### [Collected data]
----

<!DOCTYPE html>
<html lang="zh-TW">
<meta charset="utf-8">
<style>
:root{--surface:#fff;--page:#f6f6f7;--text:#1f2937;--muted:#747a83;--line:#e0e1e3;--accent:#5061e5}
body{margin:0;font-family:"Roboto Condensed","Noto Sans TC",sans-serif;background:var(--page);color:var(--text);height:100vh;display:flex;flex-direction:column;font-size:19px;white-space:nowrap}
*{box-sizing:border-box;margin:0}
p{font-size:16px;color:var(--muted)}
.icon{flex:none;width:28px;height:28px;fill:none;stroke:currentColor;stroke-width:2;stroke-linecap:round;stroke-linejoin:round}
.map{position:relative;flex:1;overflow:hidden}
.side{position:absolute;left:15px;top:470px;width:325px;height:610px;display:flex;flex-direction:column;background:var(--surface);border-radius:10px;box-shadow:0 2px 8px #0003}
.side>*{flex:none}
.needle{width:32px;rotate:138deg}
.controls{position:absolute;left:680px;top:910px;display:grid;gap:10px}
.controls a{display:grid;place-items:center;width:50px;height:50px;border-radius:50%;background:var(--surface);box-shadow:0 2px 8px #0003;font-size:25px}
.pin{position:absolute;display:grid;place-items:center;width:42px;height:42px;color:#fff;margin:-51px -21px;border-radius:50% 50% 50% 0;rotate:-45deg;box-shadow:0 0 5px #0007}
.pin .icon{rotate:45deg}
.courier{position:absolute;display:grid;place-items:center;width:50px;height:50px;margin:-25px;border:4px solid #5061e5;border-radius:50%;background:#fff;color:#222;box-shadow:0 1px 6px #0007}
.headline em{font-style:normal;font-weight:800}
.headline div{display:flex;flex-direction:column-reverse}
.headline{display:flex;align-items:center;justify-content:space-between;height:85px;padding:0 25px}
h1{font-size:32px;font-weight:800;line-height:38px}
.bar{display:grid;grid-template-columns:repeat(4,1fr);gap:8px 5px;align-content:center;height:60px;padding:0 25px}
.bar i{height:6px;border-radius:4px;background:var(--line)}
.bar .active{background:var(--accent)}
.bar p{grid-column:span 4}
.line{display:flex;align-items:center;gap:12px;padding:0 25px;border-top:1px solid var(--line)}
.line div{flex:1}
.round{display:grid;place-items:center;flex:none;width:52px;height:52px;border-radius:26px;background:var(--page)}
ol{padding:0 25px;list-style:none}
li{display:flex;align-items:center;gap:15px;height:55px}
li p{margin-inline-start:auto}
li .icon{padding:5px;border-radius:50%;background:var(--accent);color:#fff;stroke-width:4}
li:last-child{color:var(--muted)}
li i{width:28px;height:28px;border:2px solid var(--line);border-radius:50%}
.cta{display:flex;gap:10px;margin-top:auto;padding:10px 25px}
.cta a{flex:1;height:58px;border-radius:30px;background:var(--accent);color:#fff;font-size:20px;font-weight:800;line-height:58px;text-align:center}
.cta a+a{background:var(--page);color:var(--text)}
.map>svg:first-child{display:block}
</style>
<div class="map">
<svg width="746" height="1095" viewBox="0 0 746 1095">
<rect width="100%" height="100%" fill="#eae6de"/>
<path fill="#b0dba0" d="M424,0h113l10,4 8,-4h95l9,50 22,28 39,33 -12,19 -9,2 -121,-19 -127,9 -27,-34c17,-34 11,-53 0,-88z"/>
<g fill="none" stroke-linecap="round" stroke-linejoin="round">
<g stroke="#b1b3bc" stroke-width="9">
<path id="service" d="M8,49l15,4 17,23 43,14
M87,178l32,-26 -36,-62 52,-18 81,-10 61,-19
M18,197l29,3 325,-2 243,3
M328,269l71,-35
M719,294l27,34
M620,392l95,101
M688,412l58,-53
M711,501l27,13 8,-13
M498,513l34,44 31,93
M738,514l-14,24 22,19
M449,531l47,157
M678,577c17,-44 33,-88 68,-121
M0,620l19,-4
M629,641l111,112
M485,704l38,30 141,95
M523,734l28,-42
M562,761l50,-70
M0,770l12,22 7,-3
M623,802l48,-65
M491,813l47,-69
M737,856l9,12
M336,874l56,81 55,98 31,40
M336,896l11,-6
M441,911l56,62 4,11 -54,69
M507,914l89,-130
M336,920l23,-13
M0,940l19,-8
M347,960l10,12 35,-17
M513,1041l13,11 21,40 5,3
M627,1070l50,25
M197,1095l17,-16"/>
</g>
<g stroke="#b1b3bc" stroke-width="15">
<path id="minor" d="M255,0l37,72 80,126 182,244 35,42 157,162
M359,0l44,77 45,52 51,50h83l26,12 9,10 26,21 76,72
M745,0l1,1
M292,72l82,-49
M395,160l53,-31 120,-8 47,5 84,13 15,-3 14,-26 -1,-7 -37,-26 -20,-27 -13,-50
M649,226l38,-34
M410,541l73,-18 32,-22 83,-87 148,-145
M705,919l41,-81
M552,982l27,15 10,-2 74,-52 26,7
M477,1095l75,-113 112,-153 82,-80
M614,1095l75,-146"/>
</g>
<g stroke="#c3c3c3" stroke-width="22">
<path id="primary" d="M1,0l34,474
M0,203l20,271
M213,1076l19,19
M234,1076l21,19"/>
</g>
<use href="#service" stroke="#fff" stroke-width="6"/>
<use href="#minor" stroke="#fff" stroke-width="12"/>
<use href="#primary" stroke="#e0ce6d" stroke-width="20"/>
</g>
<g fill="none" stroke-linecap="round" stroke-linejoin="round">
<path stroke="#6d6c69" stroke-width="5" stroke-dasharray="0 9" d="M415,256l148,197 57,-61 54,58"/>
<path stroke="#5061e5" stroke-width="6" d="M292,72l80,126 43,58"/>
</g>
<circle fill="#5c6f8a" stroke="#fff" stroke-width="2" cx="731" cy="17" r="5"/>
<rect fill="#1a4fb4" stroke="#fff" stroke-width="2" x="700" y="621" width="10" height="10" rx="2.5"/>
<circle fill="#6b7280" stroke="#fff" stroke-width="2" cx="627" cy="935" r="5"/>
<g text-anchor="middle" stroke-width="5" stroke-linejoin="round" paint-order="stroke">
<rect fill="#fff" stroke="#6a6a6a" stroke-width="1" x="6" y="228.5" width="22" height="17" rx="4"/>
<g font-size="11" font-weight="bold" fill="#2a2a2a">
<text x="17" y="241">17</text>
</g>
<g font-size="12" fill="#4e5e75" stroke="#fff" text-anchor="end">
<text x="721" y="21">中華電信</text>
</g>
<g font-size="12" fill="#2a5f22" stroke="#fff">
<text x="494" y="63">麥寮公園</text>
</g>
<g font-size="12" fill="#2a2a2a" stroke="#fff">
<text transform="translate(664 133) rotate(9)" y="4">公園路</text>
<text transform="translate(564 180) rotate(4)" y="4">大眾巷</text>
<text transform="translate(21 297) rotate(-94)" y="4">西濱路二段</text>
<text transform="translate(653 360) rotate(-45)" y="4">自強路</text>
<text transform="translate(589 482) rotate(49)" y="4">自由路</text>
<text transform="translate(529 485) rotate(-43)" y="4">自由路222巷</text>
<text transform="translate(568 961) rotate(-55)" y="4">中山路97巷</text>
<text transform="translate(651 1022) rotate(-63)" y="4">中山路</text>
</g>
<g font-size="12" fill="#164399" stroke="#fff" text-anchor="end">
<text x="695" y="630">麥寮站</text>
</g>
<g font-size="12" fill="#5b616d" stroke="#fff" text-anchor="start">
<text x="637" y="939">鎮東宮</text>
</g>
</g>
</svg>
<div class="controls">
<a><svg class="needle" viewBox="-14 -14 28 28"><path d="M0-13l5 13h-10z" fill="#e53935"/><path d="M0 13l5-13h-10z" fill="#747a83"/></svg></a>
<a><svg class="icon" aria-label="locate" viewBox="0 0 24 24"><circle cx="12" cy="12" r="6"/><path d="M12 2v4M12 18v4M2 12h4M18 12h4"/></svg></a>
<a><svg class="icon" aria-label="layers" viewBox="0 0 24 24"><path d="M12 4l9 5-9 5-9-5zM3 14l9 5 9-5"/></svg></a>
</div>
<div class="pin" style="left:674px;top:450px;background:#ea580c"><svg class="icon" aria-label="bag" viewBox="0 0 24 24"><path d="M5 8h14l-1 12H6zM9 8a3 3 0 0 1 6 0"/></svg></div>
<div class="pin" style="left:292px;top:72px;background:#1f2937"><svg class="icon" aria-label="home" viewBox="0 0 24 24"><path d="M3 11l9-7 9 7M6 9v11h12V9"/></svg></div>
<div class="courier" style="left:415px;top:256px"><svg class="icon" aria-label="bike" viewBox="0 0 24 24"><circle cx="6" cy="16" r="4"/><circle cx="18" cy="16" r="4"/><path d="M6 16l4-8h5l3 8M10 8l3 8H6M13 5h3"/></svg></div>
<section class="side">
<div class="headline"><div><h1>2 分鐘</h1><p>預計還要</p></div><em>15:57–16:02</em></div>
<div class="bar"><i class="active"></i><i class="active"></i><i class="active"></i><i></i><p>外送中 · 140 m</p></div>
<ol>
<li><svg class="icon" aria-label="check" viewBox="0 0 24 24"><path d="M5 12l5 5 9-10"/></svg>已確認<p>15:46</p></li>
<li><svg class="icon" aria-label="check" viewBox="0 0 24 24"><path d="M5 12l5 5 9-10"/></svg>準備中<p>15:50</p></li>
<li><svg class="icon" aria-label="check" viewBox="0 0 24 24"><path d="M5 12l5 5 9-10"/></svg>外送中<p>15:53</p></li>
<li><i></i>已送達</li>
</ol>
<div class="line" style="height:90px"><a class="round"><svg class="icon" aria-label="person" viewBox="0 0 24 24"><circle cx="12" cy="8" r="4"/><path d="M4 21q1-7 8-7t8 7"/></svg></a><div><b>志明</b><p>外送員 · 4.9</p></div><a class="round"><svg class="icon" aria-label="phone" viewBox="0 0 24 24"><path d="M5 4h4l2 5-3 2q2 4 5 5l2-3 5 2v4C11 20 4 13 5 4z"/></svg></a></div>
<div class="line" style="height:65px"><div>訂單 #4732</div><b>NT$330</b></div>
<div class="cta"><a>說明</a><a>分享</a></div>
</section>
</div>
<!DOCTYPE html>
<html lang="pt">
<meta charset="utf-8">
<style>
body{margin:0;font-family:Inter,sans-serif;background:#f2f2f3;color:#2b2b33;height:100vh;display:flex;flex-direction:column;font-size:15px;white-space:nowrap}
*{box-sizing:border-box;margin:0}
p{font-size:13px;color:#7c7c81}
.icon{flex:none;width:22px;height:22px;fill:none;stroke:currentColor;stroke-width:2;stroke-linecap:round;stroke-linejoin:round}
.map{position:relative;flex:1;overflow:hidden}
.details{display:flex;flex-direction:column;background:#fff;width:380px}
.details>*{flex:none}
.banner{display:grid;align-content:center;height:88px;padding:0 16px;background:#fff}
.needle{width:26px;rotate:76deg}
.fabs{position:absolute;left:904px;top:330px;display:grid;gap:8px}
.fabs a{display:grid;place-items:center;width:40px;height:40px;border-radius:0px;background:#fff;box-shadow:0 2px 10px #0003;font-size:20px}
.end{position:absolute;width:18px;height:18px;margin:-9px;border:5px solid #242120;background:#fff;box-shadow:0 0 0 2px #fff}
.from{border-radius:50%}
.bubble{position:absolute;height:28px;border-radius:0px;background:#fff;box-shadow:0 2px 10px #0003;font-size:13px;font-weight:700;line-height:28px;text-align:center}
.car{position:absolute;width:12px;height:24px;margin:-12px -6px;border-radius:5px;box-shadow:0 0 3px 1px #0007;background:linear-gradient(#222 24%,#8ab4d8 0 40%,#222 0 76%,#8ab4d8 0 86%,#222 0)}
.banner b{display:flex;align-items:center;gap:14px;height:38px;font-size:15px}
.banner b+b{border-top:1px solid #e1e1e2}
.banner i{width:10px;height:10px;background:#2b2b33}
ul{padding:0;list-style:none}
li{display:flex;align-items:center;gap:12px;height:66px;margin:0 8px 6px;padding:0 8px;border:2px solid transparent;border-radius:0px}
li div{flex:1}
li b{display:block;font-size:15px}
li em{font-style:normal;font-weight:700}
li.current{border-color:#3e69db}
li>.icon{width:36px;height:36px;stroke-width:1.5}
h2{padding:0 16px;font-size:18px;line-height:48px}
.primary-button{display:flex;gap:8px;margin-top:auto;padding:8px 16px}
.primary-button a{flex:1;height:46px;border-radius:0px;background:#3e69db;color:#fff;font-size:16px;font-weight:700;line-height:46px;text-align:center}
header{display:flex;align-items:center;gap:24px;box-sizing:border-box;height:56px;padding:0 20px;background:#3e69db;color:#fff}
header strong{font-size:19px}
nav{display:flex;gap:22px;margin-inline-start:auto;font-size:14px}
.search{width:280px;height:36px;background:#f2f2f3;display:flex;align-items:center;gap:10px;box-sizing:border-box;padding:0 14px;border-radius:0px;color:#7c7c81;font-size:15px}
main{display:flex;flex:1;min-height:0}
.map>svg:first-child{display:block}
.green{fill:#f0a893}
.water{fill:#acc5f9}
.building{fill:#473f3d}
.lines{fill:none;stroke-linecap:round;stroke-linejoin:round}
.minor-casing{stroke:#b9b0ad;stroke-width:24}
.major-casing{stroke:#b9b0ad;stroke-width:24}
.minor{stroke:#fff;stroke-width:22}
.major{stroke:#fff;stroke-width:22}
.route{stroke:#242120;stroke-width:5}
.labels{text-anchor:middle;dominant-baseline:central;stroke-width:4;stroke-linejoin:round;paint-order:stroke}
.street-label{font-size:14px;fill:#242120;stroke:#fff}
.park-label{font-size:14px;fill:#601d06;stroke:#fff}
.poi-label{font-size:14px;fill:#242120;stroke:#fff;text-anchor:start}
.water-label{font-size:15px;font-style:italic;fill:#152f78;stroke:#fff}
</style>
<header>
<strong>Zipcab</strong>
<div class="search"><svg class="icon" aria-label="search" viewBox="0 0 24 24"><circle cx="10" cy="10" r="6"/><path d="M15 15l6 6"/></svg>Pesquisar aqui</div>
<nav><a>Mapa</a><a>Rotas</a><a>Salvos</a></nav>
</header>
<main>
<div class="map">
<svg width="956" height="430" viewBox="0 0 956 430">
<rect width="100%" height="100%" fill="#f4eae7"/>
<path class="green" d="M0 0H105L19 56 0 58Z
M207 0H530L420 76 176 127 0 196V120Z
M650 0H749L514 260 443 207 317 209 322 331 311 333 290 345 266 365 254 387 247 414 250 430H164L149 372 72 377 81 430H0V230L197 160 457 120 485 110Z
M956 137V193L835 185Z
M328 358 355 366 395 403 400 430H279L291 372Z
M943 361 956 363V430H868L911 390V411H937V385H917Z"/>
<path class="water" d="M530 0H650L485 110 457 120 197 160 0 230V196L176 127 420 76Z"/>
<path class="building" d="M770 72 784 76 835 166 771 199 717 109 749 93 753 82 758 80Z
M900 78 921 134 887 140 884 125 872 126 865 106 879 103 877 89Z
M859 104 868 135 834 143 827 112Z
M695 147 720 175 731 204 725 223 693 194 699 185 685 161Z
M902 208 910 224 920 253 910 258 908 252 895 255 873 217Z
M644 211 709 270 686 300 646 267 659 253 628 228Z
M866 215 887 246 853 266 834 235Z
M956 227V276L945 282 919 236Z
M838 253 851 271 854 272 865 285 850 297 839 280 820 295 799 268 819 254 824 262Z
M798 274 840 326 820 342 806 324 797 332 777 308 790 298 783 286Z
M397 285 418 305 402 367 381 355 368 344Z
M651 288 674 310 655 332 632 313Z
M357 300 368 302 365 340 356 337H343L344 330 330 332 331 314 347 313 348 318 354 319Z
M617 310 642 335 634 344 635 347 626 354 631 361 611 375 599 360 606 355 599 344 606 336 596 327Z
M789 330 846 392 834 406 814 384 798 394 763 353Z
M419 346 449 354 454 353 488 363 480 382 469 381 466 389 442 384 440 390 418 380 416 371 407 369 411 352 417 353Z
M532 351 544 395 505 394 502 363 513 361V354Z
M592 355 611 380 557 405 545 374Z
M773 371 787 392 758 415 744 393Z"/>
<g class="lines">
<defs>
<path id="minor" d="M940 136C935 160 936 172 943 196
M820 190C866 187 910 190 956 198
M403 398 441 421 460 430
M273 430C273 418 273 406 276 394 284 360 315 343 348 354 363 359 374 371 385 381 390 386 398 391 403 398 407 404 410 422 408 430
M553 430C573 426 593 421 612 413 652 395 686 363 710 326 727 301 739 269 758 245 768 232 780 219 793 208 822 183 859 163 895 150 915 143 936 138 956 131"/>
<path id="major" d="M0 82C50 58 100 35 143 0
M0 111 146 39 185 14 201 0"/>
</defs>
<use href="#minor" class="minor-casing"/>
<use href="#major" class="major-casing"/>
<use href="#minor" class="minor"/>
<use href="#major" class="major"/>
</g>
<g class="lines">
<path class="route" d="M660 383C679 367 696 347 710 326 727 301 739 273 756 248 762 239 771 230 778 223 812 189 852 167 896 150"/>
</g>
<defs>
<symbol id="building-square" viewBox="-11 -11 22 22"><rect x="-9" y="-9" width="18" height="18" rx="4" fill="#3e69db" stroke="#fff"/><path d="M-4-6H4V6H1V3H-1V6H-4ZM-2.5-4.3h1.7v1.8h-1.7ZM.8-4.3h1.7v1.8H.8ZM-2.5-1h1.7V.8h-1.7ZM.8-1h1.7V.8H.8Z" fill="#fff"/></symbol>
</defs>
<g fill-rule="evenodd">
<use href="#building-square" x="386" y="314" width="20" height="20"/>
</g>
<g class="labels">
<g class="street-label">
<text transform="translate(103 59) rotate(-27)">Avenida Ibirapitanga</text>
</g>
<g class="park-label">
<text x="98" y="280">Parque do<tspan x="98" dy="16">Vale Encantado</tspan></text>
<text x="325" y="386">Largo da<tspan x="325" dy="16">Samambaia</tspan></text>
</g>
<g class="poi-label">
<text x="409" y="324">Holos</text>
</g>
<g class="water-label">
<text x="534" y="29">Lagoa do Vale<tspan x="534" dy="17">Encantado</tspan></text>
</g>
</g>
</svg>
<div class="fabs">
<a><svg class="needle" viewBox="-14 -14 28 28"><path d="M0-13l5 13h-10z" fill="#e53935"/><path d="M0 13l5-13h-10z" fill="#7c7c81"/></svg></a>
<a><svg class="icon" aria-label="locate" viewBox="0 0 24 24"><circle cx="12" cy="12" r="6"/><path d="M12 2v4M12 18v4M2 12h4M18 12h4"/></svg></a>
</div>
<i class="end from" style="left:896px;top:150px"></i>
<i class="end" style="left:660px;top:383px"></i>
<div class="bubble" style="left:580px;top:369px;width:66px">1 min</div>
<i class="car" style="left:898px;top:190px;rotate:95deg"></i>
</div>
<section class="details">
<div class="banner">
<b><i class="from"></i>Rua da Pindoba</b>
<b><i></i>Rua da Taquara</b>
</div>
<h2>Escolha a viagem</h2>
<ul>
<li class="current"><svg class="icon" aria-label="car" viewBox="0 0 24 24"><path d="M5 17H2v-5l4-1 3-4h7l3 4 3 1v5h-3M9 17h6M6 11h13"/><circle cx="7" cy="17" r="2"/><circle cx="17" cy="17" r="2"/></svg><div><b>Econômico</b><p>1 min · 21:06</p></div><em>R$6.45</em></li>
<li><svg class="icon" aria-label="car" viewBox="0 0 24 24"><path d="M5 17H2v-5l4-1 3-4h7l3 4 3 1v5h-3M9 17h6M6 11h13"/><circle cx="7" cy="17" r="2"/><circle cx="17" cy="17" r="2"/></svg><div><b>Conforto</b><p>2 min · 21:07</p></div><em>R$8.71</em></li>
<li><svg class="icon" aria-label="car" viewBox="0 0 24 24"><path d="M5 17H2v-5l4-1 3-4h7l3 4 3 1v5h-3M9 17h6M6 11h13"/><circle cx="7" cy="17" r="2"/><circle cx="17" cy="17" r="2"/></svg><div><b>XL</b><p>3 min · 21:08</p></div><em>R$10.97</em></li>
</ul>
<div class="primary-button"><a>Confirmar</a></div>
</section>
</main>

----

### [Exercise prompt]
Scan the records above, then copy out each line that mentions "linecap".

### [Task output]
.icon{flex:none;width:28px;height:28px;fill:none;stroke:currentColor;stroke-width:2;stroke-linecap:round;stroke-linejoin:round}
<g fill="none" stroke-linecap="round" stroke-linejoin="round">
<g fill="none" stroke-linecap="round" stroke-linejoin="round">
.icon{flex:none;width:22px;height:22px;fill:none;stroke:currentColor;stroke-width:2;stroke-linecap:round;stroke-linejoin:round}
.lines{fill:none;stroke-linecap:round;stroke-linejoin:round}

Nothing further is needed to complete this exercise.